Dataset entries
────────────────────

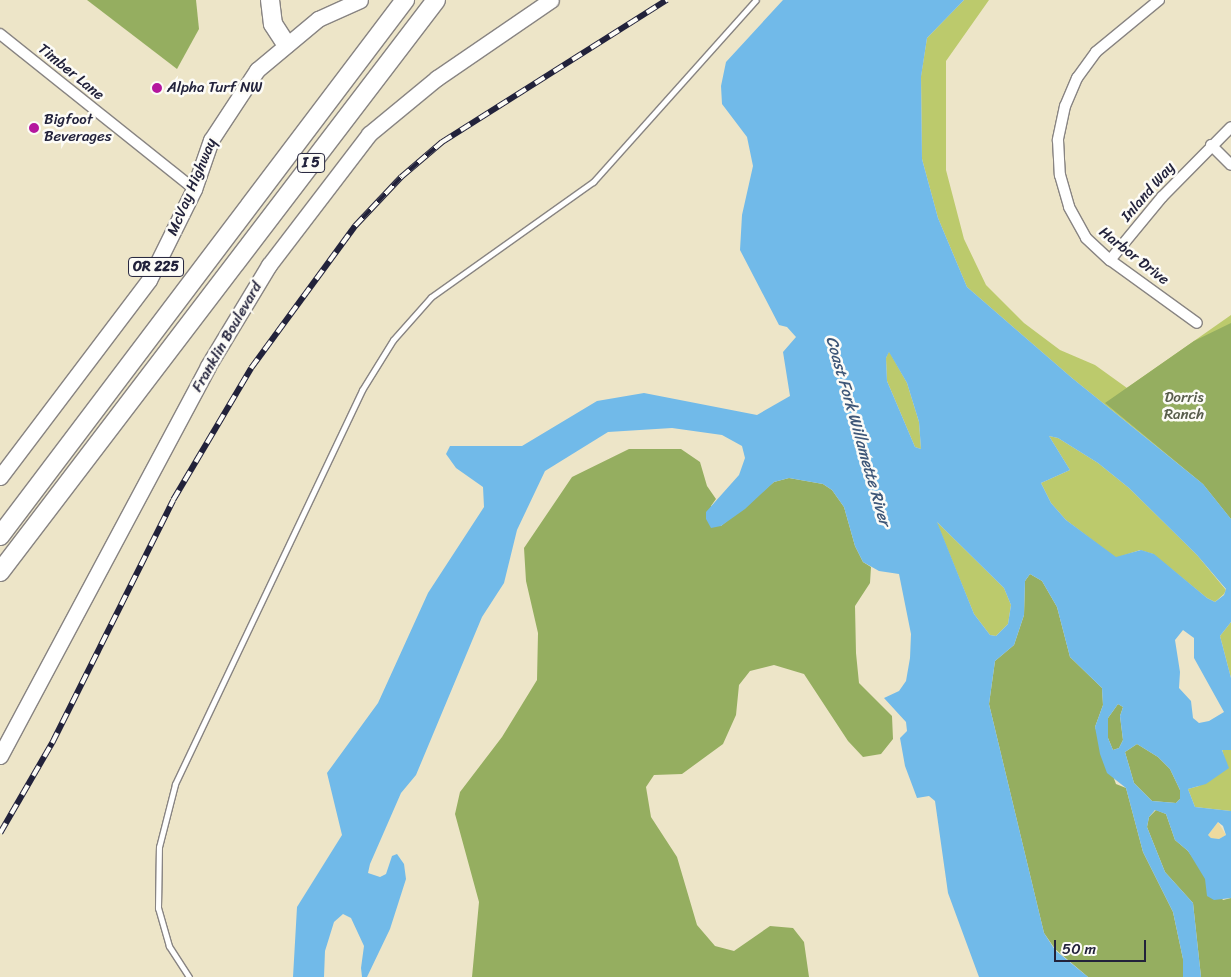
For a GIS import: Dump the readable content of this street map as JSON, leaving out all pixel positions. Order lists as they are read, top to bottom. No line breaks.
{"streets":{"highway":["I 5"],"main road":["McVay Highway","OR 225","Franklin Boulevard"],"street":["Timber Lane","Inland Way","Harbor Drive"]},"crossings":[["Timber Lane","McVay Highway"],["Inland Way","Harbor Drive"]],"water":["Coast Fork Willamette River"],"parks":["Dorris Ranch"],"places":["Alpha Turf NW","Bigfoot Beverages"],"scale_bar":"50 m"}
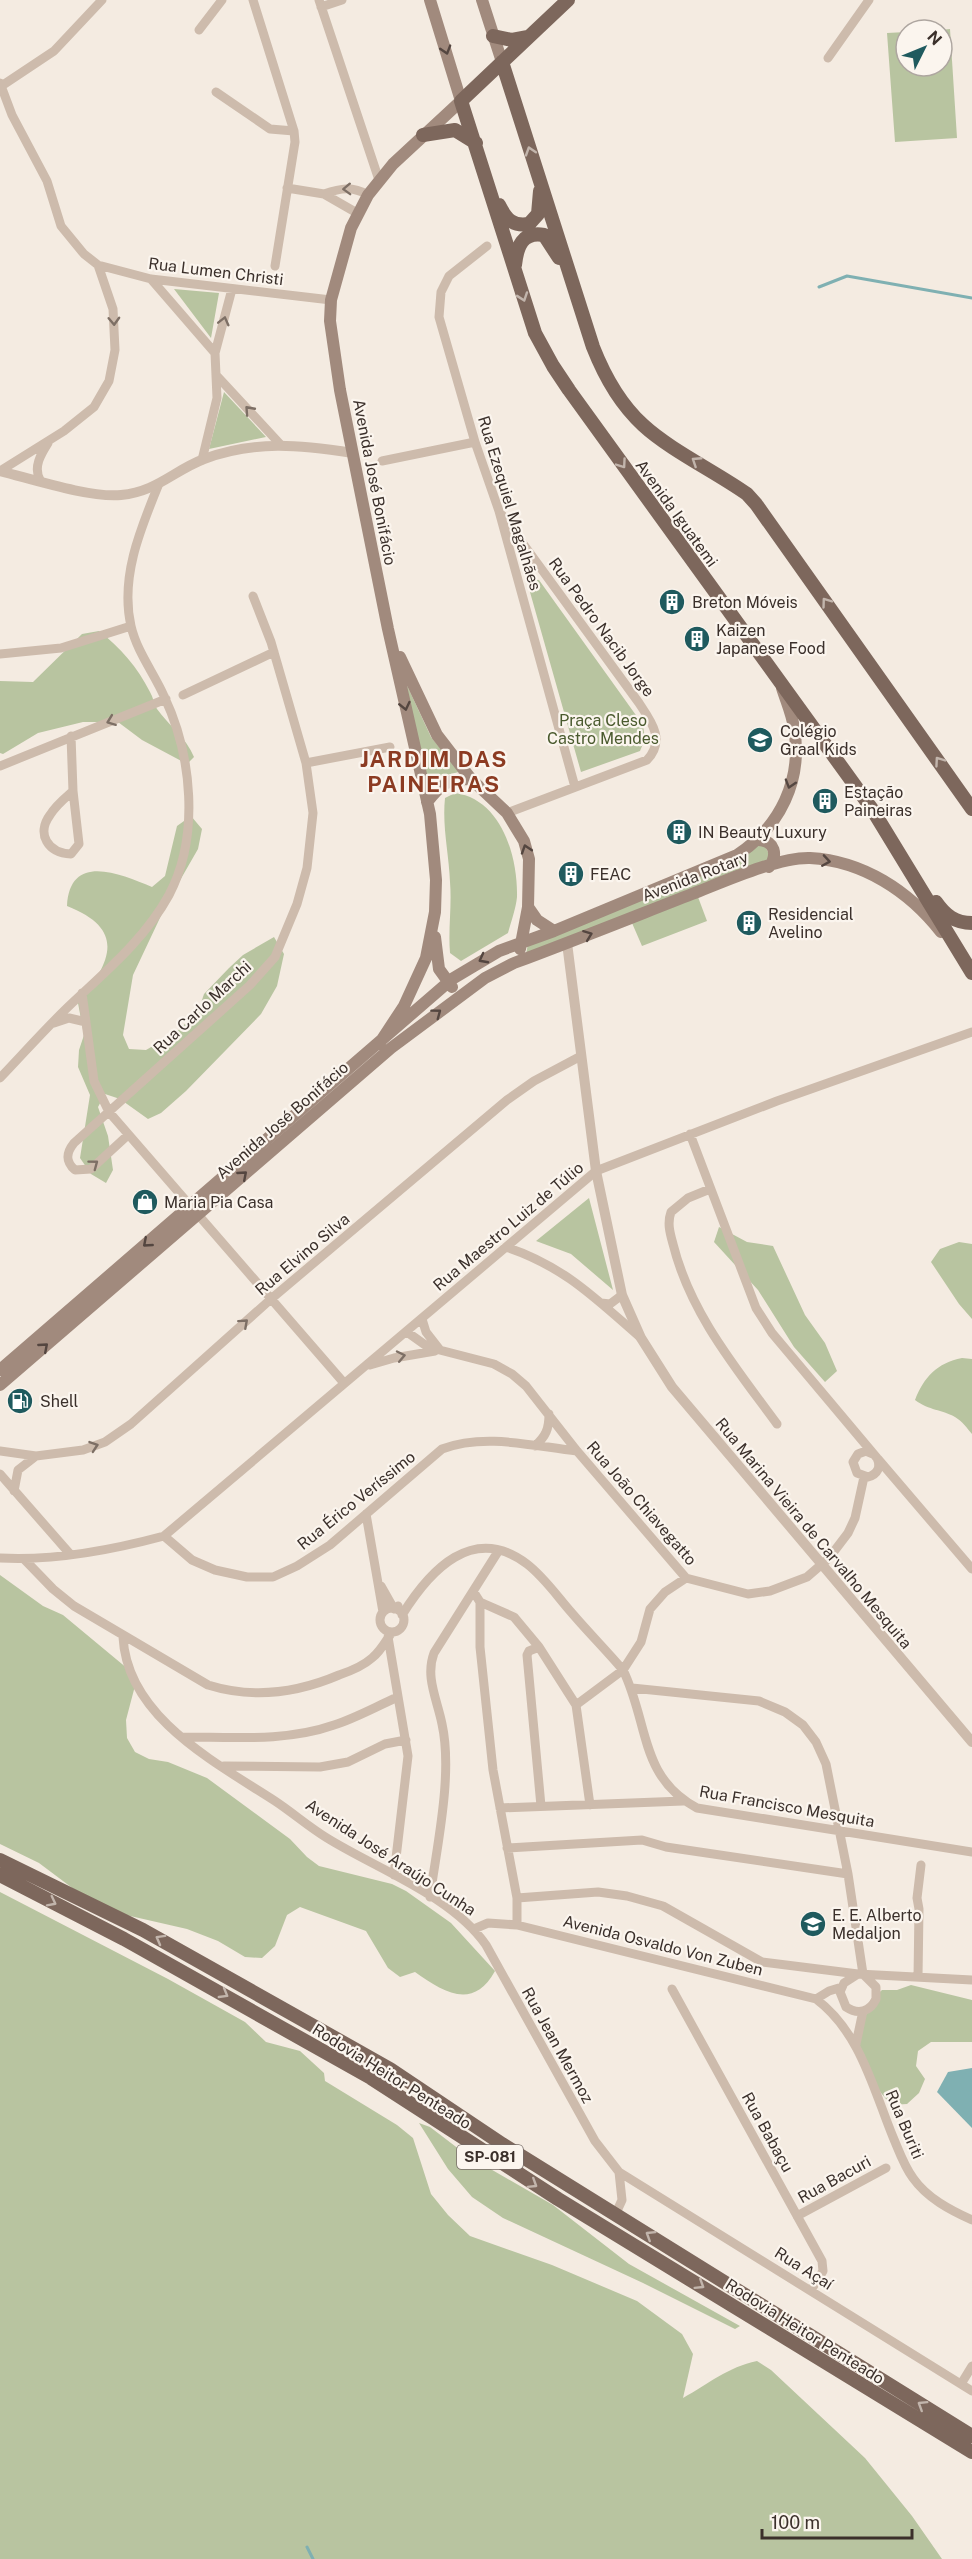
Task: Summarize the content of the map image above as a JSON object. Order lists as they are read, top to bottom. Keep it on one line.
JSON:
{"streets":{"main road":["Avenida José Bonifácio","Avenida Iguatemi","Avenida Rotary","Rodovia Heitor Penteado","SP-081"],"street":["Rua Lumen Christi","Rua Ezequiel Magalhães","Rua Pedro Nacib Jorge","Rua Carlo Marchi","Rua Maestro Luiz de Túlio","Rua Elvino Silva","Rua Érico Veríssimo","Rua João Chiavegatto","Rua Marina Vieira de Carvalho Mesquita","Rua Francisco Mesquita","Avenida José Araújo Cunha","Avenida Osvaldo Von Zuben","Rua Jean Mermoz","Rua Buriti","Rua Babaçu","Rua Bacuri","Rua Açaí"]},"crossings":[["Rua Lumen Christi","Avenida José Bonifácio"],["Avenida José Bonifácio","Avenida Iguatemi"],["Avenida José Bonifácio","Avenida Rotary"],["Rua Ezequiel Magalhães","Rua Pedro Nacib Jorge"],["Avenida Iguatemi","Avenida Rotary"],["Avenida Rotary","Rua Marina Vieira de Carvalho Mesquita"],["Rua Maestro Luiz de Túlio","Rua Érico Veríssimo"],["Rua Maestro Luiz de Túlio","Rua João Chiavegatto"],["Rua Maestro Luiz de Túlio","Rua Marina Vieira de Carvalho Mesquita"],["Rua Elvino Silva","Rua Marina Vieira de Carvalho Mesquita"],["Rua Érico Veríssimo","Rua João Chiavegatto"],["Rua João Chiavegatto","Rua Marina Vieira de Carvalho Mesquita"],["Avenida José Araújo Cunha","Avenida Osvaldo Von Zuben"],["Avenida José Araújo Cunha","Rua Jean Mermoz"],["Avenida Osvaldo Von Zuben","Rua Jean Mermoz"],["Avenida Osvaldo Von Zuben","Rua Buriti"],["Rua Jean Mermoz","Rua Açaí"],["Rua Babaçu","Rua Bacuri"],["Rua Babaçu","Rua Açaí"]],"one_way":["Rua Elvino Silva"],"districts":["JARDIM DAS PAINEIRAS"],"parks":["Praça Cleso Castro Mendes"],"places":{"building":["Breton Móveis","Kaizen Japanese Food","Estação Paineiras","IN Beauty Luxury","FEAC","Residencial Avelino"],"school or university":["Colégio Graal Kids","E. E. Alberto Medaljon"],"shop":["Maria Pia Casa"],"fuel station":["Shell"]},"scale_bar":"100 m","north":"top right"}
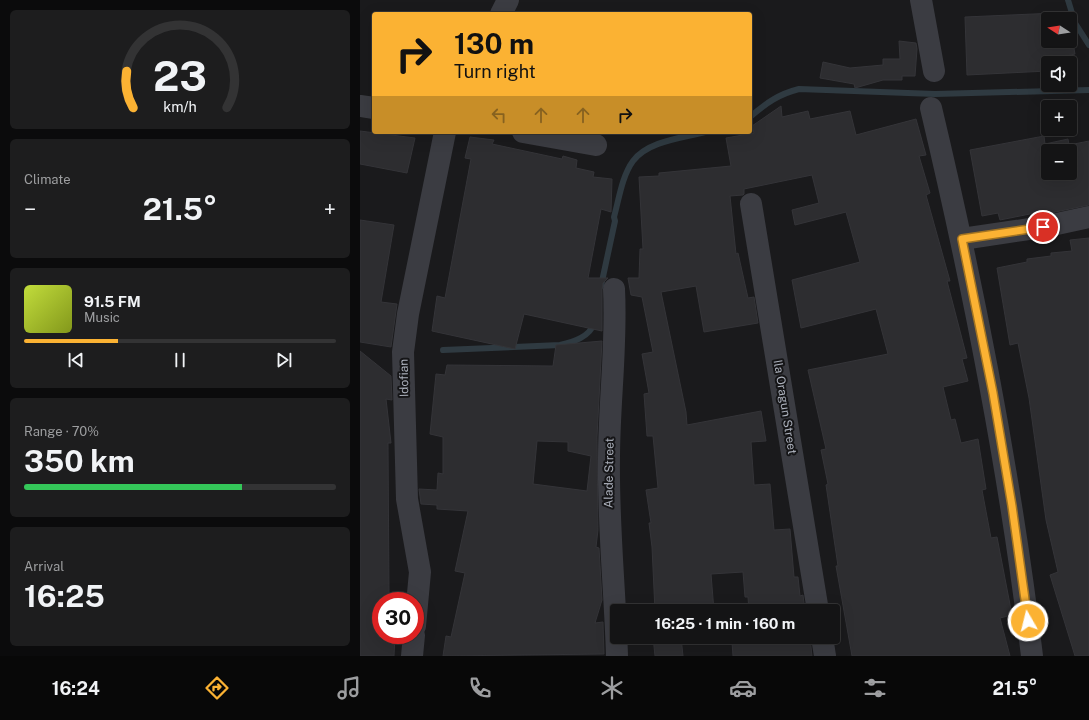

────────────────────

BRIEF: Would you return the records exactly as written, minus any image?

RESPONSE FOR THIS EXERCISE:
For a GIS import: Dump the readable content of this street map as JSON, leaving out all pixel positions. Order lists as they are read, top to bottom. No line breaks.
{"streets":{"highway":["I 5"],"main road":["McVay Highway","OR 225","Franklin Boulevard"],"street":["Timber Lane","Inland Way","Harbor Drive"]},"crossings":[["Timber Lane","McVay Highway"],["Inland Way","Harbor Drive"]],"water":["Coast Fork Willamette River"],"parks":["Dorris Ranch"],"places":["Alpha Turf NW","Bigfoot Beverages"],"scale_bar":"50 m"}
Task: Summarize the content of the map image above as a JSON object. Order lists as they are read, top to bottom. Keep it on one line.
JSON:
{"streets":{"main road":["Avenida José Bonifácio","Avenida Iguatemi","Avenida Rotary","Rodovia Heitor Penteado","SP-081"],"street":["Rua Lumen Christi","Rua Ezequiel Magalhães","Rua Pedro Nacib Jorge","Rua Carlo Marchi","Rua Maestro Luiz de Túlio","Rua Elvino Silva","Rua Érico Veríssimo","Rua João Chiavegatto","Rua Marina Vieira de Carvalho Mesquita","Rua Francisco Mesquita","Avenida José Araújo Cunha","Avenida Osvaldo Von Zuben","Rua Jean Mermoz","Rua Buriti","Rua Babaçu","Rua Bacuri","Rua Açaí"]},"crossings":[["Rua Lumen Christi","Avenida José Bonifácio"],["Avenida José Bonifácio","Avenida Iguatemi"],["Avenida José Bonifácio","Avenida Rotary"],["Rua Ezequiel Magalhães","Rua Pedro Nacib Jorge"],["Avenida Iguatemi","Avenida Rotary"],["Avenida Rotary","Rua Marina Vieira de Carvalho Mesquita"],["Rua Maestro Luiz de Túlio","Rua Érico Veríssimo"],["Rua Maestro Luiz de Túlio","Rua João Chiavegatto"],["Rua Maestro Luiz de Túlio","Rua Marina Vieira de Carvalho Mesquita"],["Rua Elvino Silva","Rua Marina Vieira de Carvalho Mesquita"],["Rua Érico Veríssimo","Rua João Chiavegatto"],["Rua João Chiavegatto","Rua Marina Vieira de Carvalho Mesquita"],["Avenida José Araújo Cunha","Avenida Osvaldo Von Zuben"],["Avenida José Araújo Cunha","Rua Jean Mermoz"],["Avenida Osvaldo Von Zuben","Rua Jean Mermoz"],["Avenida Osvaldo Von Zuben","Rua Buriti"],["Rua Jean Mermoz","Rua Açaí"],["Rua Babaçu","Rua Bacuri"],["Rua Babaçu","Rua Açaí"]],"one_way":["Rua Elvino Silva"],"districts":["JARDIM DAS PAINEIRAS"],"parks":["Praça Cleso Castro Mendes"],"places":{"building":["Breton Móveis","Kaizen Japanese Food","Estação Paineiras","IN Beauty Luxury","FEAC","Residencial Avelino"],"school or university":["Colégio Graal Kids","E. E. Alberto Medaljon"],"shop":["Maria Pia Casa"],"fuel station":["Shell"]},"scale_bar":"100 m","north":"top right"}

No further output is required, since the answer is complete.